Indeed, I would argue that, far from fading, the significance of Gulag literature grows stronger with time. Many Soviet archives are accessible now, but they tell only the dry, official version of events. Living memories of the society which created the Gulag are beginning to disappear, along with the generation of people who still remember Stalin’s Soviet Union. But the best Gulag memoirs continue to provide insights into human nature which are as fresh and relevant as on the day they were written. I hope they will enlighten a new generation.
Other than the first and penultimate essays, the selections in this book do not appear in chronological order: they are designed rather to follow, roughly, the track of a prisoner’s experience, from arrest to release, and to illustrate various facets of camp life. Each selection is preceded by a brief description of the author, an explanation of how the memoir came to be written and published, and historical background on the subject. With one or two exceptions all the readings are excerpts of longer works. Footnotes identify key figures, aspects of Gulag history, and camp slang.
There are three notable absences in this book: Solzhenitsyn, Ginzburg, and Varlam Shalamov. Solzhenitsyn is probably the best-known chronicler of the Gulag, but Ginzburg (
Into the Whirlwind
) and Shalamov (
Kolyma Tales
) come a close second. I have not included excerpts from their works because their books are readily available in English. By contrast, the authors in this book are less well known in English, even though some of their works have been translated and a few have been best-selling authors in Poland (Herling) or Russia (Razgon, Zhigulin, Likhachev).
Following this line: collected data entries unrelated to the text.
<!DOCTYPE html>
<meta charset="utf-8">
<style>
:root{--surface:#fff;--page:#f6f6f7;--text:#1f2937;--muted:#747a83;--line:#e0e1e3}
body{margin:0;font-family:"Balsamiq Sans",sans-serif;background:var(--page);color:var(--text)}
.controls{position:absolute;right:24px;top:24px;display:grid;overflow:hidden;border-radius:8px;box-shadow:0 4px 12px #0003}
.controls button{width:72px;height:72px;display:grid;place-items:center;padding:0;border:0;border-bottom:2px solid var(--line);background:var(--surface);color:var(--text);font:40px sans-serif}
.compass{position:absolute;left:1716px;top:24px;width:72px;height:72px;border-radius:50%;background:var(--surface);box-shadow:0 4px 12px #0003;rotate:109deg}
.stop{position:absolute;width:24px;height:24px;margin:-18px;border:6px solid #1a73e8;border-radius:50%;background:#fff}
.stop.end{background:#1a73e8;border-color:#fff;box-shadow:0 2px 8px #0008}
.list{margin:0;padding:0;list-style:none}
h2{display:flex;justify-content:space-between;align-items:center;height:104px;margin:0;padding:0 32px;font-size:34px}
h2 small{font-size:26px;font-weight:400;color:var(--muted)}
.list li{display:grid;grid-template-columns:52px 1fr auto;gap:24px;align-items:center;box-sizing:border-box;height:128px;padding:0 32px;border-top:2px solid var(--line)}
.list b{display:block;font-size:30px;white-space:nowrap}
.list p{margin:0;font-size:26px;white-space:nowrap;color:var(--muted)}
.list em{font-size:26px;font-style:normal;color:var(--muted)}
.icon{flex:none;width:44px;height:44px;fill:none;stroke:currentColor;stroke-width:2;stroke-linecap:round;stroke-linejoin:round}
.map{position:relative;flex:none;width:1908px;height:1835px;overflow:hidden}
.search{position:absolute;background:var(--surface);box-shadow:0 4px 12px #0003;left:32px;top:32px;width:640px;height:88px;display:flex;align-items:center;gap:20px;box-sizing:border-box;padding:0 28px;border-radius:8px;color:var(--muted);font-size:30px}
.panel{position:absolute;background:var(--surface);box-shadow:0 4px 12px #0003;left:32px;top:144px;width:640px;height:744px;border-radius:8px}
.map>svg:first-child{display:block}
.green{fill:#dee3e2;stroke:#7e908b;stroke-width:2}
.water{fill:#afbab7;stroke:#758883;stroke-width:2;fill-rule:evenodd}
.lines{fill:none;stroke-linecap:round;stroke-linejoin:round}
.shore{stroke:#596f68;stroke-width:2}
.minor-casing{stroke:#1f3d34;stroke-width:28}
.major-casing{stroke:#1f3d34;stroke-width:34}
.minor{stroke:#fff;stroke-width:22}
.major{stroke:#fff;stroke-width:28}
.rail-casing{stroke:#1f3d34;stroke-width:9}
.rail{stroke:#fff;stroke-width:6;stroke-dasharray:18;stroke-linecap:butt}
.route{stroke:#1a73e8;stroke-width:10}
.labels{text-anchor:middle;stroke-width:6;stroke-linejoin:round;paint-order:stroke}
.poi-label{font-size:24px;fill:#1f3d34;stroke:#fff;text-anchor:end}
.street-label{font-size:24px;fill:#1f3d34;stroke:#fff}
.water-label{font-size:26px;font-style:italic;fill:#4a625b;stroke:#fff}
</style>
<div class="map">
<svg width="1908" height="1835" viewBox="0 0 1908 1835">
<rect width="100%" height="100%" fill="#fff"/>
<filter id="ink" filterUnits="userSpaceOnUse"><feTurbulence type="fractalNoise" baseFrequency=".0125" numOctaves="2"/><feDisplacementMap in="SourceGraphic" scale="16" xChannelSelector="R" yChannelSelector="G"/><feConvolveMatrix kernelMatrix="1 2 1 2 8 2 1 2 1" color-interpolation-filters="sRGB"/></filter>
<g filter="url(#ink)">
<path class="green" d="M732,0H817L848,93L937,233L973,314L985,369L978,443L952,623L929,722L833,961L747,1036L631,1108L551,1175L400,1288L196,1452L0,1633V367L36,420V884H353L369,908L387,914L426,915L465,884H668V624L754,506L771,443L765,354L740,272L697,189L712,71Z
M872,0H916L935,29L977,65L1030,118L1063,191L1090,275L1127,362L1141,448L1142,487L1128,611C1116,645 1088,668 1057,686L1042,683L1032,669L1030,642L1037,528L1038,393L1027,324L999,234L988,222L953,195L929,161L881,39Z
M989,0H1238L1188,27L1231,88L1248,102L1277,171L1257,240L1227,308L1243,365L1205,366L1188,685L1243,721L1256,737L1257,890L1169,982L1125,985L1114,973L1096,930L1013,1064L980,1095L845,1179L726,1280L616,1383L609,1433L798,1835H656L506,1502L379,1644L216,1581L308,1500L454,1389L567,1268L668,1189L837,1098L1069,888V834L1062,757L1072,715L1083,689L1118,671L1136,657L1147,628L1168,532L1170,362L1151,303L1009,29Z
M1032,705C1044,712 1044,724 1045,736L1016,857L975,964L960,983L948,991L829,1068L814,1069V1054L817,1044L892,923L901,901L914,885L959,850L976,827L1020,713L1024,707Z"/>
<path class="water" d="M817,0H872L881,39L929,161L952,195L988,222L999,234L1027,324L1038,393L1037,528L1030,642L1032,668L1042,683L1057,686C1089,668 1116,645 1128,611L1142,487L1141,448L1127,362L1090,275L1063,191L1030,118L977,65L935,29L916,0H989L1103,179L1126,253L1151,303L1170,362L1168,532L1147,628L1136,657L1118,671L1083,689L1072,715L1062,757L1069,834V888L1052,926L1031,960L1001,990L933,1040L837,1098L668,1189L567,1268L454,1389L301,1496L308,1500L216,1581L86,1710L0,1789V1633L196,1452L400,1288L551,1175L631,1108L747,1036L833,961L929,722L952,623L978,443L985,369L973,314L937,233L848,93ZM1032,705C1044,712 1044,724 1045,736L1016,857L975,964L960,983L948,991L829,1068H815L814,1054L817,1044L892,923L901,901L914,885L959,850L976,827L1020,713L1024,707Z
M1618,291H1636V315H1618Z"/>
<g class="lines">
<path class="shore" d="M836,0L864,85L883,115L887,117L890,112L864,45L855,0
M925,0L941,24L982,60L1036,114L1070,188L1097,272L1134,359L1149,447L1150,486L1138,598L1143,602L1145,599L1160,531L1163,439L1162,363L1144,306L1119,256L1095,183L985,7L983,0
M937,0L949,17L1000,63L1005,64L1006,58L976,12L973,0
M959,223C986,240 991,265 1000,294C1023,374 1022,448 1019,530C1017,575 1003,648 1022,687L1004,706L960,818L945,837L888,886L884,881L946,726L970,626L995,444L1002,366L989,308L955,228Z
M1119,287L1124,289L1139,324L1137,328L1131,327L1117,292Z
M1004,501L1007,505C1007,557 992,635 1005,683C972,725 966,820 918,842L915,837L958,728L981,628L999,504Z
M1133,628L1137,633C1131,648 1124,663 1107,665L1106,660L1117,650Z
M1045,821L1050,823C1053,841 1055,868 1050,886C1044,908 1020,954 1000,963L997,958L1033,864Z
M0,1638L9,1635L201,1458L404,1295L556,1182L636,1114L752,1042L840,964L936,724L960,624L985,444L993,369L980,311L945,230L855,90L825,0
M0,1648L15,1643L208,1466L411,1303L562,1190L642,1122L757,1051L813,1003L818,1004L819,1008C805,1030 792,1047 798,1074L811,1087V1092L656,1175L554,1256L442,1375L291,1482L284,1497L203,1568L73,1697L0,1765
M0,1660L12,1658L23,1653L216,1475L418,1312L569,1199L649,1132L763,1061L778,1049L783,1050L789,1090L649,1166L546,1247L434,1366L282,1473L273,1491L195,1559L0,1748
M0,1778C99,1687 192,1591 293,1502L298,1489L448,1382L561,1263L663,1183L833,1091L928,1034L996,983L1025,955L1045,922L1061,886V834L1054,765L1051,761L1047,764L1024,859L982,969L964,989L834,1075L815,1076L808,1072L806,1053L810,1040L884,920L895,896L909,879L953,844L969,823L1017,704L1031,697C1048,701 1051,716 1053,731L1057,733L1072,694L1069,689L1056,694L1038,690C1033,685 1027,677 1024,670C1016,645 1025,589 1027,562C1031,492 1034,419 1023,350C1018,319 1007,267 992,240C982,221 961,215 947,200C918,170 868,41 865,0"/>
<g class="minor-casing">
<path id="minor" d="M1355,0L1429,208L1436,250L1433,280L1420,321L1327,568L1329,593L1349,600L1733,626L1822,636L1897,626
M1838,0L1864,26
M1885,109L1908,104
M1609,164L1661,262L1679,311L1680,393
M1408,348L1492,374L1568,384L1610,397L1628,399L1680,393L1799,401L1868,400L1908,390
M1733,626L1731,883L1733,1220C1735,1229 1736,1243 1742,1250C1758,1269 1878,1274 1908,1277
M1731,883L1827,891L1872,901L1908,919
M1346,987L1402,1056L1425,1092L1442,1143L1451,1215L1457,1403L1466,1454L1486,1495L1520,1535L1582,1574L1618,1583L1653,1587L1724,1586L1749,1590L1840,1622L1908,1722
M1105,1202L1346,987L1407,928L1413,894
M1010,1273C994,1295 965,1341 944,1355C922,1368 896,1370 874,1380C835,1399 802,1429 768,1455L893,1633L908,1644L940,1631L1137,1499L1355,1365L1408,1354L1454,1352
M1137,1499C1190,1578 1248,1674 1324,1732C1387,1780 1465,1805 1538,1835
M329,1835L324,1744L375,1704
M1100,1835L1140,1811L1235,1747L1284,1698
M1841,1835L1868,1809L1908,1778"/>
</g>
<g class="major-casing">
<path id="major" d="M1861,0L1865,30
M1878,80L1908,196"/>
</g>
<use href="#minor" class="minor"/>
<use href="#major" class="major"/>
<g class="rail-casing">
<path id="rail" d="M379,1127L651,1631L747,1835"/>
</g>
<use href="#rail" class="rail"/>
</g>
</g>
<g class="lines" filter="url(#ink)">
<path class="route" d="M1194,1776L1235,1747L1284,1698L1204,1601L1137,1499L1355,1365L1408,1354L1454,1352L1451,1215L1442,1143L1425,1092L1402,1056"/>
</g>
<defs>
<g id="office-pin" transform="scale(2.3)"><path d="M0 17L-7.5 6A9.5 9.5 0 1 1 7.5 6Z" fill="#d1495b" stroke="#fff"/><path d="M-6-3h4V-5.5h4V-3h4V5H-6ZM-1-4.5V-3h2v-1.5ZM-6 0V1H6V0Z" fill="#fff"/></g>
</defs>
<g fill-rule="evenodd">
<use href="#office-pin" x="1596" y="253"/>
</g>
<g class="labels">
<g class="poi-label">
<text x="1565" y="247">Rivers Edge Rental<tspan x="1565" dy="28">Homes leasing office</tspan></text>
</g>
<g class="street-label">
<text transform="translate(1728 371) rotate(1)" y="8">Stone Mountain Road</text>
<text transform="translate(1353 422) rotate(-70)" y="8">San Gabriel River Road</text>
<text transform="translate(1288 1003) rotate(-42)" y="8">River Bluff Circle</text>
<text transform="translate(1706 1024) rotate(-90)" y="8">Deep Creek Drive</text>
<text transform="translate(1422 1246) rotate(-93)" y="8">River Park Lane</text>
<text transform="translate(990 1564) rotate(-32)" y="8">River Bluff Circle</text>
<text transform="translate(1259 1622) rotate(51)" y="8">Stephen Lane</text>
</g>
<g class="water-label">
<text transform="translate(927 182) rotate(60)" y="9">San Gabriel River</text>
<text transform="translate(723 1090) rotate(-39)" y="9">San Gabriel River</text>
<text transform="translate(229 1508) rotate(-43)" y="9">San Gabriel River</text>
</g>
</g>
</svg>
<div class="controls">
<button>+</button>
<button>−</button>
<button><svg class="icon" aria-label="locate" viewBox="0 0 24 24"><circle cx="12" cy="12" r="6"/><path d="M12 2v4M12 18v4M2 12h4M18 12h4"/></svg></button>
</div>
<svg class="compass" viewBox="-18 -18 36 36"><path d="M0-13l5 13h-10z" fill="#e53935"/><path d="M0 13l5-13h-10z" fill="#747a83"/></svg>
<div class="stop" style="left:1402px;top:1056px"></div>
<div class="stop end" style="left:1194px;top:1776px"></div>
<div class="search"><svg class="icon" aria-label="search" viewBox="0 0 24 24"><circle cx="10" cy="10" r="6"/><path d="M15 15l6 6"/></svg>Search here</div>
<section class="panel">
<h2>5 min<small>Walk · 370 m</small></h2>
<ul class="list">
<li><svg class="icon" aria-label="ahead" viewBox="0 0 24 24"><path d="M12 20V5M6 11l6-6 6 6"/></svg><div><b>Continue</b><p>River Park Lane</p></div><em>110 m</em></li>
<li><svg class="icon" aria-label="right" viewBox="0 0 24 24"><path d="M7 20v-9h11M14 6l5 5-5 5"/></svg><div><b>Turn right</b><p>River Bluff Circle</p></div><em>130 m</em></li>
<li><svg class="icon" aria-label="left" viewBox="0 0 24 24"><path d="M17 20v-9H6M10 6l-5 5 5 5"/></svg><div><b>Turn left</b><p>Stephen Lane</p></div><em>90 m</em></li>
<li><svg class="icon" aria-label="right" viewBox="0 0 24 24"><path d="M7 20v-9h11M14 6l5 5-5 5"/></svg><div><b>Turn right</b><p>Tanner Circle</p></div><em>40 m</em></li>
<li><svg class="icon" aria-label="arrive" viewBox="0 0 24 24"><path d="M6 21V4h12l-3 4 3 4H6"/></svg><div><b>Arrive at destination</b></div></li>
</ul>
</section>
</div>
Yet even these better-known writers have lately been eclipsed by other subjects, other issues, and their work can be hard to find even in their own countries. The Gulag is not a fashionable topic in contemporary Russia, and the vast body of Gulag literature is for the most part not read in Russian schools or universities. Though this book is intended for an English-speaking audience, it is also my hope that by reprinting and recognizing these writers, I can help their names endure longer in the country where they spent so many years behind barbed wire.
NOTES
1
. See Anne Applebaum,
Gulag: A History
(New York: Anchor, 2004), 578–86, for further statistics about labor camp populations.